The global financial institution also expects the Reserve Bank of India to go for a rate cut in the October-December quarter as it forecast an uptick in core goods inflation due to a rise in manufacturing costs.
“Going forward, we expect investment growth momentum to sustain with extra fiscal space for infrastructure spending given a higher than expected dividend transfer by the RBI. As a result, we recently revised our growth forecasts for 2024 slightly higher by 10 bps to 6.7 percent,” Andrew Tilton, head of emerging markets economic research at Goldman Sachs said in a note co-authored with Santanu Sengupta and Arjun Varma.
“In India, growth momentum remains strong, and while we think core inflation will bottom out in April-June, we expect it to be around 4.0 - 4.5 percent in July-December,” Goldman Sachs said.
However, MPC members from the RBI have recently sounded cautious on sticky food inflation and may want to see monsoons progress and the summer crop sowing to assess the food inflation outlook in July-December, before pivoting towards monetary policy easing, the report said.
“Taking into account these developments, we push our RBI rate cut call back by one quarter to October-December, with the first cut most likely in the December 2024 meeting. We continue to expect a shallow easing cycle of total 50 basis points (bps) rate cuts from the RBI, with 25 bps rate cuts each in October-December and January-March 2025,” it said.
US Federal Reserve
Goldman Sachs also expects two rate cuts by the US Federal Reserve, in September and December this year.
Our US economics team pushed back its forecast for the Fed’s first rate cut by one meeting to September (from July previously) but still expect two rate cuts in 2024, with the second cut in December, it said.
RBI forecast
Durable alignment of the inflation with a target of 4 percent may happen in the second half of the year, RBI’s latest monthly bulletin said on May 21. It further said that statistical base effects may help pull down the headline inflation in July and August, it is expected that September may see a reversal.

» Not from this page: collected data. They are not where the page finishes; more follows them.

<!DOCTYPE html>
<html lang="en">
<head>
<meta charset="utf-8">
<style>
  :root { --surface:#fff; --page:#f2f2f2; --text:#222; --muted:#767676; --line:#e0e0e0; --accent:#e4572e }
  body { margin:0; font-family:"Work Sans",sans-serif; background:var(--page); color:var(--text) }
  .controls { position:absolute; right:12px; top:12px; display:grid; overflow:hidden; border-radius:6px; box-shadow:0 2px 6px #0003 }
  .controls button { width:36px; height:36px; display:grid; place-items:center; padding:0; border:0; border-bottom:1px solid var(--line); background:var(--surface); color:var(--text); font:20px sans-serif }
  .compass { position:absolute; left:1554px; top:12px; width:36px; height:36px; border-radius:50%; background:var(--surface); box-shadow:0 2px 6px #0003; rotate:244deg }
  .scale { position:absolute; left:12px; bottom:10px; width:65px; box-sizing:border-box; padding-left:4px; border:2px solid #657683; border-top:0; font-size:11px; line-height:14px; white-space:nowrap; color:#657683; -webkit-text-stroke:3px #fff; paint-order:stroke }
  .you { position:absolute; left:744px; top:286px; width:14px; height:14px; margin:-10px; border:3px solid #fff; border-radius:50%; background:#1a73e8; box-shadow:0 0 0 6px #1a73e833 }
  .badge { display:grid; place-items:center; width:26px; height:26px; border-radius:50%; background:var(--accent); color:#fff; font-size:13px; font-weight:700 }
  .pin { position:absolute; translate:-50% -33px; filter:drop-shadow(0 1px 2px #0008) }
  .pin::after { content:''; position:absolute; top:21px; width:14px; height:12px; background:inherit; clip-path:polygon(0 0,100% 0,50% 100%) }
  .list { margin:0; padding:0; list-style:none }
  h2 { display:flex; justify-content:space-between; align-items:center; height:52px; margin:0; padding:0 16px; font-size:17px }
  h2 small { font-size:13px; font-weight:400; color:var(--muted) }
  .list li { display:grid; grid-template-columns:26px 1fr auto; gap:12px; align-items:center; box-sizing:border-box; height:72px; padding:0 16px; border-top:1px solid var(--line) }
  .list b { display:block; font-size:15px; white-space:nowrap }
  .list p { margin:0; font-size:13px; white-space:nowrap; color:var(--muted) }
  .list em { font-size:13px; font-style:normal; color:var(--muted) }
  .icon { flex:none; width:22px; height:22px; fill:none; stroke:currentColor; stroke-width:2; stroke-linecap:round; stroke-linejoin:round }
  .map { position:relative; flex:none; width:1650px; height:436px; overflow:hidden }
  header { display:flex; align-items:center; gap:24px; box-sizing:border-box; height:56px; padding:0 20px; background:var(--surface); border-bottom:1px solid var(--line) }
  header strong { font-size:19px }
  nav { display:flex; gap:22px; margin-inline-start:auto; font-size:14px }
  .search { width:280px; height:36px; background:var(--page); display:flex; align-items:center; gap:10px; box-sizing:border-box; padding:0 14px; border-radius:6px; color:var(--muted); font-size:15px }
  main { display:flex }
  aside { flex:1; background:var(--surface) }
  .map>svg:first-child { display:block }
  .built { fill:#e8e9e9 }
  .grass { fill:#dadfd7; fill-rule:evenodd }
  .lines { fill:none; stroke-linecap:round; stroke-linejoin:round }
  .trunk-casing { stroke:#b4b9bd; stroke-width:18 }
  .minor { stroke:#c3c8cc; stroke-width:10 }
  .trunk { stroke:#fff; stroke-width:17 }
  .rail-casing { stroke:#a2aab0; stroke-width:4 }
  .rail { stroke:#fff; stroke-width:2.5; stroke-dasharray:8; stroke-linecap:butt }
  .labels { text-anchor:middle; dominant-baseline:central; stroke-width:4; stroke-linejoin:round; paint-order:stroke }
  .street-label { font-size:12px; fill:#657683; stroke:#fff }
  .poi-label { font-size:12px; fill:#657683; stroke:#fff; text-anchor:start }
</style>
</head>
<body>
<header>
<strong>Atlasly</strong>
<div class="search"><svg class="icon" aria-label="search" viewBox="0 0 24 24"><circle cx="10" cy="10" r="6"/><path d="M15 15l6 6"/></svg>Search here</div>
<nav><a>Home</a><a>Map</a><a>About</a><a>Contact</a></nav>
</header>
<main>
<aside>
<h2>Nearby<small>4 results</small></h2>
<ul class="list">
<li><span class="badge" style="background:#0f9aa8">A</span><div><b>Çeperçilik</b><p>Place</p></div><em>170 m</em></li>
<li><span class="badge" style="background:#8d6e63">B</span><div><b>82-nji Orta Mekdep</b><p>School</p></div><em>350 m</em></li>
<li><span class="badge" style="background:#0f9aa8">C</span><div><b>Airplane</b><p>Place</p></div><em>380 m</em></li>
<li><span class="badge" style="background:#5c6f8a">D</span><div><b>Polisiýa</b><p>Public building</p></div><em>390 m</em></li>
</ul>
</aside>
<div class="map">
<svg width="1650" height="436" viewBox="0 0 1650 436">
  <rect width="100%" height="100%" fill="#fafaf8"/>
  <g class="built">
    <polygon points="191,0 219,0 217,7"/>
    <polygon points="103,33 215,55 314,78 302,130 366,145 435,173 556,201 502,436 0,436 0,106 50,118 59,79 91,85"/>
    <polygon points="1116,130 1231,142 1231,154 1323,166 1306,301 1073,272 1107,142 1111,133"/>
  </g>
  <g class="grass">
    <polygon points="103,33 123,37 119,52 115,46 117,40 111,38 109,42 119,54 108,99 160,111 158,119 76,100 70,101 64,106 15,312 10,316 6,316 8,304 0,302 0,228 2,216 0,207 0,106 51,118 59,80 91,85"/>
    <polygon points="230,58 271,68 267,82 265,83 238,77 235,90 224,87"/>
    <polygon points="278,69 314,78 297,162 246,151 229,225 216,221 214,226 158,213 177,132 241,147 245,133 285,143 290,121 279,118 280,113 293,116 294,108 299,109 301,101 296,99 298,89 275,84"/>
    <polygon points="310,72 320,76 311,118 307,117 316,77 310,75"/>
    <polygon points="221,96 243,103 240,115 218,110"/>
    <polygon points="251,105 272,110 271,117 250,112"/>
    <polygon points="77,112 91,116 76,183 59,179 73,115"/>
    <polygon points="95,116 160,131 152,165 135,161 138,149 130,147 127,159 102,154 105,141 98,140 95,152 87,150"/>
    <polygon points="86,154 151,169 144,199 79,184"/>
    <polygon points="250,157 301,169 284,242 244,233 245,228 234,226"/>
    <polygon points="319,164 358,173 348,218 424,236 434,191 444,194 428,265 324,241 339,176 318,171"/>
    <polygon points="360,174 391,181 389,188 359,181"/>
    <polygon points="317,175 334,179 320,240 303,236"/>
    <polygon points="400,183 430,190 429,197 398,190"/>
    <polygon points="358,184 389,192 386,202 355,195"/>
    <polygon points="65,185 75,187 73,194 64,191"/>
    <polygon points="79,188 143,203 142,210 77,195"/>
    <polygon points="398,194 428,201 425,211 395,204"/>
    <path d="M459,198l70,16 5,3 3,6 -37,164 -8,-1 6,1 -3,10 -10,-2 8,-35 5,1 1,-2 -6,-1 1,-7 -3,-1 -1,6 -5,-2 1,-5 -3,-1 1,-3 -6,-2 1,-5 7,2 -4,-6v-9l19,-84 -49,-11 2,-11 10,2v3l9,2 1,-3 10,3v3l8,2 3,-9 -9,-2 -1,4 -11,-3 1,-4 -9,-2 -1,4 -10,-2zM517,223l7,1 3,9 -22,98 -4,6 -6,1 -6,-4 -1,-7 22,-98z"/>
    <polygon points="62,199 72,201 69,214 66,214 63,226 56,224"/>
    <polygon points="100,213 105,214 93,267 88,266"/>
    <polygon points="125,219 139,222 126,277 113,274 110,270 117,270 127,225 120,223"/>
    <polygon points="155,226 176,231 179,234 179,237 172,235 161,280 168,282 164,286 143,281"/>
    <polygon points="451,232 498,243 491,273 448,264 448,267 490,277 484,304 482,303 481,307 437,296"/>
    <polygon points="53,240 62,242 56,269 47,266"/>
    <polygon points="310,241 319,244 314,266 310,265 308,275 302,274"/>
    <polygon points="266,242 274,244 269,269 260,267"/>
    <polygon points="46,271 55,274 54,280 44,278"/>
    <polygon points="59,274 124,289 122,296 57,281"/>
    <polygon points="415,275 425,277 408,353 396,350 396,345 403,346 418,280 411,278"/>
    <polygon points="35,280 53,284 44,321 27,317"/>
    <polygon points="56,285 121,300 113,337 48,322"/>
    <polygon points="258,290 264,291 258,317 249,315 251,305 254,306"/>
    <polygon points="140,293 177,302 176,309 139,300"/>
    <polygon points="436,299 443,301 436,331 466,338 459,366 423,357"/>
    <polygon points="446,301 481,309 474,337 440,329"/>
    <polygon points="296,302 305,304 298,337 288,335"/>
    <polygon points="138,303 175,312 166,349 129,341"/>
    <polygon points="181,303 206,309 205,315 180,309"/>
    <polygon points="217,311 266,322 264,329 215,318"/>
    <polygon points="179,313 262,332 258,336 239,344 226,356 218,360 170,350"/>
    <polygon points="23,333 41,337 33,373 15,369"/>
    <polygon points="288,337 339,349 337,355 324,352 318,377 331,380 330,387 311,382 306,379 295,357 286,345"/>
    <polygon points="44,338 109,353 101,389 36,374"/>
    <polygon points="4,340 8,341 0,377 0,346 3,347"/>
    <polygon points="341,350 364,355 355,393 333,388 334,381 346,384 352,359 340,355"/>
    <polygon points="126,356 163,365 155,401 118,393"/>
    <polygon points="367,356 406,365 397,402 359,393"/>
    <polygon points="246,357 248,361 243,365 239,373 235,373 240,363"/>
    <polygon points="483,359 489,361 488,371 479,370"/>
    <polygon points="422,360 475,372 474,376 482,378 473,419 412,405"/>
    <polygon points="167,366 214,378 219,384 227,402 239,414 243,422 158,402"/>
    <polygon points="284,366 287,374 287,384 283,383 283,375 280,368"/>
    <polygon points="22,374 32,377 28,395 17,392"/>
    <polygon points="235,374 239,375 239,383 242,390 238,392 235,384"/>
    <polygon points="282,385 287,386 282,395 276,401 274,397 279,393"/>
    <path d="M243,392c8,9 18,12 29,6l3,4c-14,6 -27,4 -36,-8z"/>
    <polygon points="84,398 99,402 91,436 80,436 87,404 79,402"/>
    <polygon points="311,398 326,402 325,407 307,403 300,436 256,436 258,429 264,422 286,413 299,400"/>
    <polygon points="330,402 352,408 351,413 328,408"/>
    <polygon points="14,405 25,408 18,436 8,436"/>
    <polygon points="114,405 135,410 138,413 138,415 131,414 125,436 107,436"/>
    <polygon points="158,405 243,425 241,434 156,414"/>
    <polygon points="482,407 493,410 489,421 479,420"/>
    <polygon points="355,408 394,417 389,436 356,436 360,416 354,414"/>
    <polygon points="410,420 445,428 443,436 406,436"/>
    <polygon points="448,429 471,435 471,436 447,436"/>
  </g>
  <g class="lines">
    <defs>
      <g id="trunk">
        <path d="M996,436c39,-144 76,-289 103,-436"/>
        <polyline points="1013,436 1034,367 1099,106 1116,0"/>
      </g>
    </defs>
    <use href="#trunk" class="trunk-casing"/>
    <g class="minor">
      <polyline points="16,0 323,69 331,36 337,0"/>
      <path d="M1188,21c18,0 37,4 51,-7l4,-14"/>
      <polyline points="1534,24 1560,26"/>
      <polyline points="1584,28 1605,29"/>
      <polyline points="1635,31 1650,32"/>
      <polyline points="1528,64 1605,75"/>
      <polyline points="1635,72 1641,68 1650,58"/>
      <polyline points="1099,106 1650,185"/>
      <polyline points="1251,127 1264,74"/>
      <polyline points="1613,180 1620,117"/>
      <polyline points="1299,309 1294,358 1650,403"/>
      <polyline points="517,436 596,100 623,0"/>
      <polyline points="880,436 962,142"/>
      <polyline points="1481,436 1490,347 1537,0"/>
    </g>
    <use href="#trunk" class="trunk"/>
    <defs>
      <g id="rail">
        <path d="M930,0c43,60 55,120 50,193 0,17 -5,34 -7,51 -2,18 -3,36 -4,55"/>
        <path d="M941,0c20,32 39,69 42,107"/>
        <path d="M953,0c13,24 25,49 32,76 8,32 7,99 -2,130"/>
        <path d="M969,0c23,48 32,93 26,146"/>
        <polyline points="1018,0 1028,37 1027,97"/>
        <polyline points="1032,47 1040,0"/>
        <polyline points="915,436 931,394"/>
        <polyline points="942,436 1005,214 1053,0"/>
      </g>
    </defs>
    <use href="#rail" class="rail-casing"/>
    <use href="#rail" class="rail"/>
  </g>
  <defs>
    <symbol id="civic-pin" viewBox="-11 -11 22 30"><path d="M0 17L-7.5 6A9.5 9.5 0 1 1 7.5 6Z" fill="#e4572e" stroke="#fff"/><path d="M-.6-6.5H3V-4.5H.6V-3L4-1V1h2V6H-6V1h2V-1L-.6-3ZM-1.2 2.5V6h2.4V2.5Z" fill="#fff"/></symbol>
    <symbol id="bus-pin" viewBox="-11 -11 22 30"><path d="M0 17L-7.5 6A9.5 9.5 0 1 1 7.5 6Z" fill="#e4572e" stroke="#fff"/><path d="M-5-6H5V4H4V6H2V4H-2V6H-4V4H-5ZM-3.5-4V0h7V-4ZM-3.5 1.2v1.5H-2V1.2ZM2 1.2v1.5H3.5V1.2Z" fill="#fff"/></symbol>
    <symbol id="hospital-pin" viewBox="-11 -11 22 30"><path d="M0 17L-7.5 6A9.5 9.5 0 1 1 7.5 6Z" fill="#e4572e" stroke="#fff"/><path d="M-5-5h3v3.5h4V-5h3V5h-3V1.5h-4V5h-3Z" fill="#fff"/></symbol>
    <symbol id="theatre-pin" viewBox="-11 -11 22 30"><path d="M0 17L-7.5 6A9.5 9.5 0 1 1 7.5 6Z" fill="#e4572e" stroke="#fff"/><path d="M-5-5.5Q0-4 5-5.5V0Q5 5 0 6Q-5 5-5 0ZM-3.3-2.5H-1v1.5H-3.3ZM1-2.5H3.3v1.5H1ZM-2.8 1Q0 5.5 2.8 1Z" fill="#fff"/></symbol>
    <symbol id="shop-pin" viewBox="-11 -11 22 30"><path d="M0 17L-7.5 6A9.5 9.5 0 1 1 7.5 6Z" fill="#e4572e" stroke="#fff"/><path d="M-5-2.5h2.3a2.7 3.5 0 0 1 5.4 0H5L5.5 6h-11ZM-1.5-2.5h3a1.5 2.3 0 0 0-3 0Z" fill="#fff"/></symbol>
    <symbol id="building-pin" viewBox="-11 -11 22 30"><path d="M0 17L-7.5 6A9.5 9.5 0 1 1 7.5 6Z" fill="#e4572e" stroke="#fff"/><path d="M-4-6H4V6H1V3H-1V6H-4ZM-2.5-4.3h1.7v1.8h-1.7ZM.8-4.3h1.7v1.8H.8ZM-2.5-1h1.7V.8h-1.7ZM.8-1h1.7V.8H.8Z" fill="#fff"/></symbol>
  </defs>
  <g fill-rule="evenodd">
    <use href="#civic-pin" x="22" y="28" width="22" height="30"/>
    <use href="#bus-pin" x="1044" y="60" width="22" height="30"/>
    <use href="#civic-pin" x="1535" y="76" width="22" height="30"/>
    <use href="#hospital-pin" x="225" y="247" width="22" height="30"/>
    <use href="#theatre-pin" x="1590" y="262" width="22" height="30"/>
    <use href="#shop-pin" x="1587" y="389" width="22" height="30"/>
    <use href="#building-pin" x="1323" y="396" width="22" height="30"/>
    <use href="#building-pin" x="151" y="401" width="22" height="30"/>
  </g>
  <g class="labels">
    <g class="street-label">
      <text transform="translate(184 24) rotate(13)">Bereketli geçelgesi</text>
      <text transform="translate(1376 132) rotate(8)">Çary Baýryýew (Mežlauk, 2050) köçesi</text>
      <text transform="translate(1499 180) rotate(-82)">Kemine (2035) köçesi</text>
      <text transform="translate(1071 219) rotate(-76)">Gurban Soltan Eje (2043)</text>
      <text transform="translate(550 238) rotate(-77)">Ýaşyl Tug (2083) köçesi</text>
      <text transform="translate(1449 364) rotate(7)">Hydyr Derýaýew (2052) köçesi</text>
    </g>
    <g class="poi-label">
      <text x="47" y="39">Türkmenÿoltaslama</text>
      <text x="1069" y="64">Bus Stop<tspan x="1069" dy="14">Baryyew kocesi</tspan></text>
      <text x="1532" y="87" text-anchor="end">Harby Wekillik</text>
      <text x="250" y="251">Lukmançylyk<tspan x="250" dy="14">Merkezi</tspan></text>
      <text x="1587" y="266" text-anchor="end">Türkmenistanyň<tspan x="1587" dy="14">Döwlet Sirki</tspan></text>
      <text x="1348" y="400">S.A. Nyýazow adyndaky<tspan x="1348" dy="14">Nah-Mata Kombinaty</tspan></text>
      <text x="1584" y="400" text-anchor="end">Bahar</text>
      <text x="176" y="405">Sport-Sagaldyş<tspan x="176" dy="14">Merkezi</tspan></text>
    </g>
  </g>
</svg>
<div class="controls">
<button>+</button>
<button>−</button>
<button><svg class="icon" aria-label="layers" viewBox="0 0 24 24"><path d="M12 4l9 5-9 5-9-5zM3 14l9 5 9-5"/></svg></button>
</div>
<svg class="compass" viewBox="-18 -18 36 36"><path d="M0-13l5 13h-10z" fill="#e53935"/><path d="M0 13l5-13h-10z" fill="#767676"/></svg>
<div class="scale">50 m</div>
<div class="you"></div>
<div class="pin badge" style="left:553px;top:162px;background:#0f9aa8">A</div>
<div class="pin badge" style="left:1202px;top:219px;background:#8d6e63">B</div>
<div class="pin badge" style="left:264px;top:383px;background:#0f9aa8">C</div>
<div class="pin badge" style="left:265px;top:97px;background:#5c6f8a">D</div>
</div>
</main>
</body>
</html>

The monthly State of the Economy article includes Deputy Governor Michael Patra - one of the three RBI representatives on the Monetary Policy Committee (MPC) - as one of its co-authors. The views expressed in the article do not reflect the central bank's official stance.
The central bank has an inflation target of 4 percent, with a leeway of two percentage points on either side.
The bulletin said Food inflation (y-o-y) edged up to 7.9 percent in April from 7.7 percent in March. In terms of subgroups, inflation firmed up in cereals, meat and fish and fruits while eggs, milk, vegetables, pulses, sugar, spices, non-alcoholic beverages and prepared meals registered a moderation in inflation.